▸ **Work to complete**
The job is to output exactly the lines that run from the start of the entries through the line containing "0 #b2aead) drop-shadow(-2px", pictures omitted.

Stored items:
>>

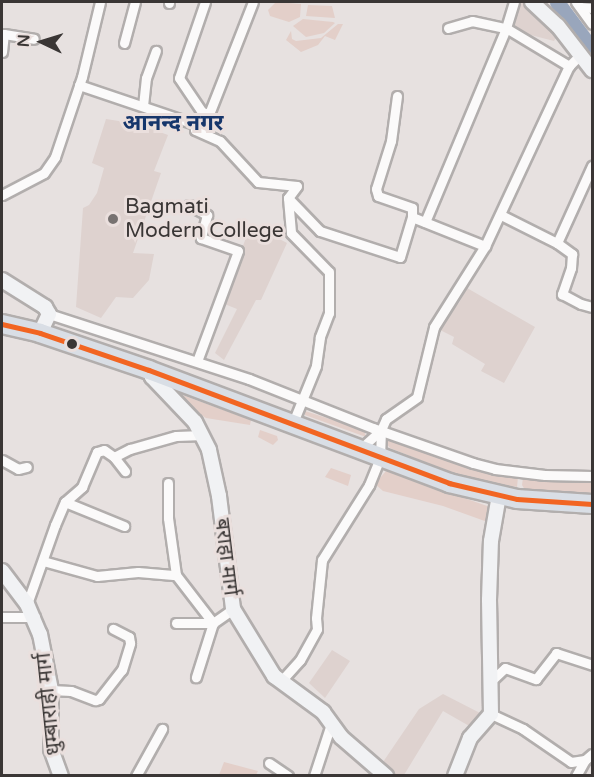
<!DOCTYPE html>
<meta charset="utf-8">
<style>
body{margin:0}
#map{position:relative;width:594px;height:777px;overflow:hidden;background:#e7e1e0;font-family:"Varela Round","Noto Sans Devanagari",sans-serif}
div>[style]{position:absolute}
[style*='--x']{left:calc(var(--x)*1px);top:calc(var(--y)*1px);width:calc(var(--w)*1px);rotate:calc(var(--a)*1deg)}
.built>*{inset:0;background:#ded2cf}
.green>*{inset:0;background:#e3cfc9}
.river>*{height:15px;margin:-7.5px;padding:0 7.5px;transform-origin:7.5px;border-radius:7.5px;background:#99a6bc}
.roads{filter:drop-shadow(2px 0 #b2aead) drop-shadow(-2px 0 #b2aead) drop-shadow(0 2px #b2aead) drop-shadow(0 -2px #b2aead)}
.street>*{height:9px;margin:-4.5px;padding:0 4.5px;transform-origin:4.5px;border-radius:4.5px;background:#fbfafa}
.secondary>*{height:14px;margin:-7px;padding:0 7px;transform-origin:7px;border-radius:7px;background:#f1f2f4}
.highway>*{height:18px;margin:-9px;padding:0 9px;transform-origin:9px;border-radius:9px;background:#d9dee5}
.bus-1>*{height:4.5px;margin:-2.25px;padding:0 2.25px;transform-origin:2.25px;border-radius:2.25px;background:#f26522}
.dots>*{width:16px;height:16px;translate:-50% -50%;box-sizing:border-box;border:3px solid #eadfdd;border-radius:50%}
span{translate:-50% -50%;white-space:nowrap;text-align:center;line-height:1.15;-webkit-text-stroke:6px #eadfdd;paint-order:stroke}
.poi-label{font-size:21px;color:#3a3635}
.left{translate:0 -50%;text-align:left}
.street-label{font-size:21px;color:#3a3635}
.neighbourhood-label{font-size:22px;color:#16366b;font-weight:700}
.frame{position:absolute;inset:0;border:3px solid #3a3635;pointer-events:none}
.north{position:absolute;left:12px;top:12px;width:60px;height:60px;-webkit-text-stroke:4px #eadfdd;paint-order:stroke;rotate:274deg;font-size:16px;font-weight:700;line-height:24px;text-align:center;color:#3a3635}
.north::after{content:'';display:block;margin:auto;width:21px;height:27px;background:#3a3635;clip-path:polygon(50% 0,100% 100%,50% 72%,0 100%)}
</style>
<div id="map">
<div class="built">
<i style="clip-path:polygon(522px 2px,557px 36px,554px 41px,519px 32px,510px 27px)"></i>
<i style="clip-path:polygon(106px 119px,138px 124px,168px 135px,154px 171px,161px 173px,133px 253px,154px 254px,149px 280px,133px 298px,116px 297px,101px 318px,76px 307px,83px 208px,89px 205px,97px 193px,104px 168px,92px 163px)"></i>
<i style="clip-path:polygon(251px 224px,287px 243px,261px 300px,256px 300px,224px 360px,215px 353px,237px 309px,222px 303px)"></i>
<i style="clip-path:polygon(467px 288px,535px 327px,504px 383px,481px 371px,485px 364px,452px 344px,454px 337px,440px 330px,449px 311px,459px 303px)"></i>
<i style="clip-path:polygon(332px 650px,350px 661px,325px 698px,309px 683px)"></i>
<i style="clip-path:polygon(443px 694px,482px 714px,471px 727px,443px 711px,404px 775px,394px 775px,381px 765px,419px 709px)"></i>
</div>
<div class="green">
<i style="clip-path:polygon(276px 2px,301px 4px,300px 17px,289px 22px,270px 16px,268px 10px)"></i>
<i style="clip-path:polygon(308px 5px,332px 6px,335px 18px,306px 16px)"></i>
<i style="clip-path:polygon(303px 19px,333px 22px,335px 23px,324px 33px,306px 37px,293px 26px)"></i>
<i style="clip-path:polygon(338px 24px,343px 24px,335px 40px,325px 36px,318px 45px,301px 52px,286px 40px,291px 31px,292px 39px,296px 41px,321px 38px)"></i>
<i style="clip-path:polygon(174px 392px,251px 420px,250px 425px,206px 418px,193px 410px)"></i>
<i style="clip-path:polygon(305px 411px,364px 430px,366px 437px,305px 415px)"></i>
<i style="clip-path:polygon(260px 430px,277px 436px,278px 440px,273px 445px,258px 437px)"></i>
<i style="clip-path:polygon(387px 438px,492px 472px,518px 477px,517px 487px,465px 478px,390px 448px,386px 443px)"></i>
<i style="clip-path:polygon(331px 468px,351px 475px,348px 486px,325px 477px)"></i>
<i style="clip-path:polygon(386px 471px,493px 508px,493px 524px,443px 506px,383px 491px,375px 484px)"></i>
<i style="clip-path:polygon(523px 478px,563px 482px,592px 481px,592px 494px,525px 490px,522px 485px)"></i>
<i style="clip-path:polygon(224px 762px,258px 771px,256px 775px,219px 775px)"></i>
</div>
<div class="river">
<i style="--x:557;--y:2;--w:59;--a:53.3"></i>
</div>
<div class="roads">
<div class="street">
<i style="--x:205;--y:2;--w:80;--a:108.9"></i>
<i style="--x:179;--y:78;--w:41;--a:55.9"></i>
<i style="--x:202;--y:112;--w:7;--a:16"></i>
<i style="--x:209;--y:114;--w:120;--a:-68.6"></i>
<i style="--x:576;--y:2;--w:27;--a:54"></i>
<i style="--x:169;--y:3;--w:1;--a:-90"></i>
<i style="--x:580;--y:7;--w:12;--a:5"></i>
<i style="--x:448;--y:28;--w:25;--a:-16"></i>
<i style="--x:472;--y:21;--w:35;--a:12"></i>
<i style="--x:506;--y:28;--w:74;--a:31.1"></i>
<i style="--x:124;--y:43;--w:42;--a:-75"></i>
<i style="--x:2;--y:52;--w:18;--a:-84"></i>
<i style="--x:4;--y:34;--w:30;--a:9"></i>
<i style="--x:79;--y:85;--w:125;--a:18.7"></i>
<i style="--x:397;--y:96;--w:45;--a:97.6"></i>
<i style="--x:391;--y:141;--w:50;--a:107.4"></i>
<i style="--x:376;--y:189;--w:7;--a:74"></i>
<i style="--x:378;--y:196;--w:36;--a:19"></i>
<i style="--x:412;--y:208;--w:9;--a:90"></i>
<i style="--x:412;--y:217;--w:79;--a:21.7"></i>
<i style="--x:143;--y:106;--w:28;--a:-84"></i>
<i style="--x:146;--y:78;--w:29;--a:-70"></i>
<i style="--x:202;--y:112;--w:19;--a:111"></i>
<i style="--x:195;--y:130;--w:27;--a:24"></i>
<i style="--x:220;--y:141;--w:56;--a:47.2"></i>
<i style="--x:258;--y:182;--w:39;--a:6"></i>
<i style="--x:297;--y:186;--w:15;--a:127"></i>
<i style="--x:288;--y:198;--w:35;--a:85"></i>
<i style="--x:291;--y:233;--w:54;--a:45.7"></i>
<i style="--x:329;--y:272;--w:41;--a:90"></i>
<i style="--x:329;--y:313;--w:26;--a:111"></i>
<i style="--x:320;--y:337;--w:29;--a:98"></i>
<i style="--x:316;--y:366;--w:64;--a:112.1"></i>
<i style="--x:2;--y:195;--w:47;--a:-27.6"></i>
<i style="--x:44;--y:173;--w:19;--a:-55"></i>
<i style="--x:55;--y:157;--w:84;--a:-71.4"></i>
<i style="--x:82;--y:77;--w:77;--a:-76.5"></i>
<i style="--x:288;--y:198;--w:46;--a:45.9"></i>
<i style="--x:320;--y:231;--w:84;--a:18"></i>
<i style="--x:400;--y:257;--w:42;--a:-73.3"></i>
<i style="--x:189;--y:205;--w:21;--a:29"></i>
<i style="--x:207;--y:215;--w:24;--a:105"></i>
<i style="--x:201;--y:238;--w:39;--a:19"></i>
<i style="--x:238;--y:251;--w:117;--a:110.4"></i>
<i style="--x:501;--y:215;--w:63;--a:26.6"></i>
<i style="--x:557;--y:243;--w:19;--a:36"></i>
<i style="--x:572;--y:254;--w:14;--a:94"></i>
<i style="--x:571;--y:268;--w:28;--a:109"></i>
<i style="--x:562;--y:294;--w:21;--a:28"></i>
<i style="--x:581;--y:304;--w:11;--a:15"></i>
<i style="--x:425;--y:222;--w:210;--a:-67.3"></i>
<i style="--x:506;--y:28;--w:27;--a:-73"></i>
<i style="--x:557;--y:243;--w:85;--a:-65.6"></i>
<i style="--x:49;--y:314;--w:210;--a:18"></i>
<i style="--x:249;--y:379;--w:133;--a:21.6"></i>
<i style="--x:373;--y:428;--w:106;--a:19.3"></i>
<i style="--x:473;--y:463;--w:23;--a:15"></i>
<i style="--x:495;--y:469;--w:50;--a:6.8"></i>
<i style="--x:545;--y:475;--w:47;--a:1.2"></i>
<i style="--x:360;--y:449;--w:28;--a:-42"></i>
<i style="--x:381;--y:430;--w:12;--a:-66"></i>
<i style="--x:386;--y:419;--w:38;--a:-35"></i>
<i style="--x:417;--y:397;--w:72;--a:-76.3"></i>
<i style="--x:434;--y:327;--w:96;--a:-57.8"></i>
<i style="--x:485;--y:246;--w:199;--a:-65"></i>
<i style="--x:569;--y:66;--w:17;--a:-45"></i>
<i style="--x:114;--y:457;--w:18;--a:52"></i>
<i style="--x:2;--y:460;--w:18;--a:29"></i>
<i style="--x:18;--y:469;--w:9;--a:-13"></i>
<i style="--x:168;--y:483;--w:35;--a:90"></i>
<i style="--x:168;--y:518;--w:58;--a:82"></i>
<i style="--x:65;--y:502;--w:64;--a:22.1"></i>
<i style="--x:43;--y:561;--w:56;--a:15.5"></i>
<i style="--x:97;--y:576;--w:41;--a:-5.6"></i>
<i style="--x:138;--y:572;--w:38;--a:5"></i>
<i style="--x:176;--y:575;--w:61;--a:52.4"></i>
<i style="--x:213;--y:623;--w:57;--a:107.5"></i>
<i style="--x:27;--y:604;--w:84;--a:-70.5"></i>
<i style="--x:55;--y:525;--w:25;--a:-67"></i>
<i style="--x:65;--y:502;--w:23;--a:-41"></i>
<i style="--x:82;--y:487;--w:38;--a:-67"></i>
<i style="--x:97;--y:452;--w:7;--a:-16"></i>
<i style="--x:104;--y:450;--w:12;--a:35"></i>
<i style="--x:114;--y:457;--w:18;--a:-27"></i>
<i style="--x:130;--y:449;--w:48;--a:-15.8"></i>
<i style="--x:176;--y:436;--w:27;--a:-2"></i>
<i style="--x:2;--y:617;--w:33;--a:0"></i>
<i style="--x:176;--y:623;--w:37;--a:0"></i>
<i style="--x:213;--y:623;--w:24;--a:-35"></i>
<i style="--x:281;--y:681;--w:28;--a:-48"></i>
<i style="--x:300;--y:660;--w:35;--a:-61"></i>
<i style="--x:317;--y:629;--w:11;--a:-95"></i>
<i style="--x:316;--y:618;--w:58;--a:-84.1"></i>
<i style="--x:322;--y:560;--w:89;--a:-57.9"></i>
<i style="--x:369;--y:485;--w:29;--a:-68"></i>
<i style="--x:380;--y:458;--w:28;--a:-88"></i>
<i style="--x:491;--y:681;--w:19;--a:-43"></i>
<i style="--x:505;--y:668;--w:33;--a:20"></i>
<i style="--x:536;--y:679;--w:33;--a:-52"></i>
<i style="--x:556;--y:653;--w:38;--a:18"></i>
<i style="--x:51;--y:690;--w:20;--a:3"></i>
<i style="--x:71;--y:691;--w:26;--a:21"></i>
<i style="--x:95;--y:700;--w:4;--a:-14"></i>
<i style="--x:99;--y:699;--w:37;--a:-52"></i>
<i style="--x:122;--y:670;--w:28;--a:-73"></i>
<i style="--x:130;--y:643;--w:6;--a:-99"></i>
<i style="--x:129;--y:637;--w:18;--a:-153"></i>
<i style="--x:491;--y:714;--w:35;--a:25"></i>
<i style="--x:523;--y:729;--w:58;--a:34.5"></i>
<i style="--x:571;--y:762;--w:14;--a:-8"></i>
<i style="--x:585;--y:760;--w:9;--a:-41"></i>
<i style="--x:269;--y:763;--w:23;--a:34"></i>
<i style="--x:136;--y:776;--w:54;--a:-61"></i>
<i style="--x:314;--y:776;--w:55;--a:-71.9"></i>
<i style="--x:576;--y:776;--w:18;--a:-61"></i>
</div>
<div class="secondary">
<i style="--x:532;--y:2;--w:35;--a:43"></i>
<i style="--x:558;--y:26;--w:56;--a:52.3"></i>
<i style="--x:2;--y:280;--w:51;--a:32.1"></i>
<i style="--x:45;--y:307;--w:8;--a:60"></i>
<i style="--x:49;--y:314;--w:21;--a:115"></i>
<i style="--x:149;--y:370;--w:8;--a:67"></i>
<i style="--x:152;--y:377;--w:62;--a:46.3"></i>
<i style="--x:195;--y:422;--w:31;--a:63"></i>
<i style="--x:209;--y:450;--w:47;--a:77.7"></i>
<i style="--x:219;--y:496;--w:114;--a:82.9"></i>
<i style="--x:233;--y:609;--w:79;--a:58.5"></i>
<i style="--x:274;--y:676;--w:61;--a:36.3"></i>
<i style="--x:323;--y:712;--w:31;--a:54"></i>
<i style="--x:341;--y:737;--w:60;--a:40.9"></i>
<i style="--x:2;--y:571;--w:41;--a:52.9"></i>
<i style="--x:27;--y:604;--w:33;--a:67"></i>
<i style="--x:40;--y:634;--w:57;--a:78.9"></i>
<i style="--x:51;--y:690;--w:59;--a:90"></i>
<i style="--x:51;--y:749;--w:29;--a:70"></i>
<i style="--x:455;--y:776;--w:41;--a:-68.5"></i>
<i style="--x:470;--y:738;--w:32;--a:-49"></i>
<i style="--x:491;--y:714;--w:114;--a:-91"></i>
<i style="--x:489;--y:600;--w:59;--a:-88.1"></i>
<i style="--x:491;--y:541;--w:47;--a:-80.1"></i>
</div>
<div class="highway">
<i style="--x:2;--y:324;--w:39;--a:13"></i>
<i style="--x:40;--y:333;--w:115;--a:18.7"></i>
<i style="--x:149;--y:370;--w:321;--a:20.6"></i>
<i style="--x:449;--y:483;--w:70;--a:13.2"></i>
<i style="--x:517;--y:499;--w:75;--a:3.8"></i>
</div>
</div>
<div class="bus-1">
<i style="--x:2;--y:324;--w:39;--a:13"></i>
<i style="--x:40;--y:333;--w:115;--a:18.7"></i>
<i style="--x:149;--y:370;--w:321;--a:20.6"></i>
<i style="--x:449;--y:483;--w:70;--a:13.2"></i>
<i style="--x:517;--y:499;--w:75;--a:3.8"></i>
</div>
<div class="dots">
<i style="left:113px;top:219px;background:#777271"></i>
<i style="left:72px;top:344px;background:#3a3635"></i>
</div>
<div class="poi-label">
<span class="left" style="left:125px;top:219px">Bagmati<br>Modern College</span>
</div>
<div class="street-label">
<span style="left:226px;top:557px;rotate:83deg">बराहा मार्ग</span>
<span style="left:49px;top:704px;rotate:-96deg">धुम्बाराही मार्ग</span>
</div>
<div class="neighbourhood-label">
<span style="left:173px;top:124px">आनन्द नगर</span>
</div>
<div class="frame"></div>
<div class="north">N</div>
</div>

<<

▸ **Result of this exercise**
<!DOCTYPE html>
<meta charset="utf-8">
<style>
body{margin:0}
#map{position:relative;width:594px;height:777px;overflow:hidden;background:#e7e1e0;font-family:"Varela Round","Noto Sans Devanagari",sans-serif}
div>[style]{position:absolute}
[style*='--x']{left:calc(var(--x)*1px);top:calc(var(--y)*1px);width:calc(var(--w)*1px);rotate:calc(var(--a)*1deg)}
.built>*{inset:0;background:#ded2cf}
.green>*{inset:0;background:#e3cfc9}
.river>*{height:15px;margin:-7.5px;padding:0 7.5px;transform-origin:7.5px;border-radius:7.5px;background:#99a6bc}
.roads{filter:drop-shadow(2px 0 #b2aead) drop-shadow(-2px 0 #b2aead) drop-shadow(0 2px #b2aead) drop-shadow(0 -2px #b2aead)}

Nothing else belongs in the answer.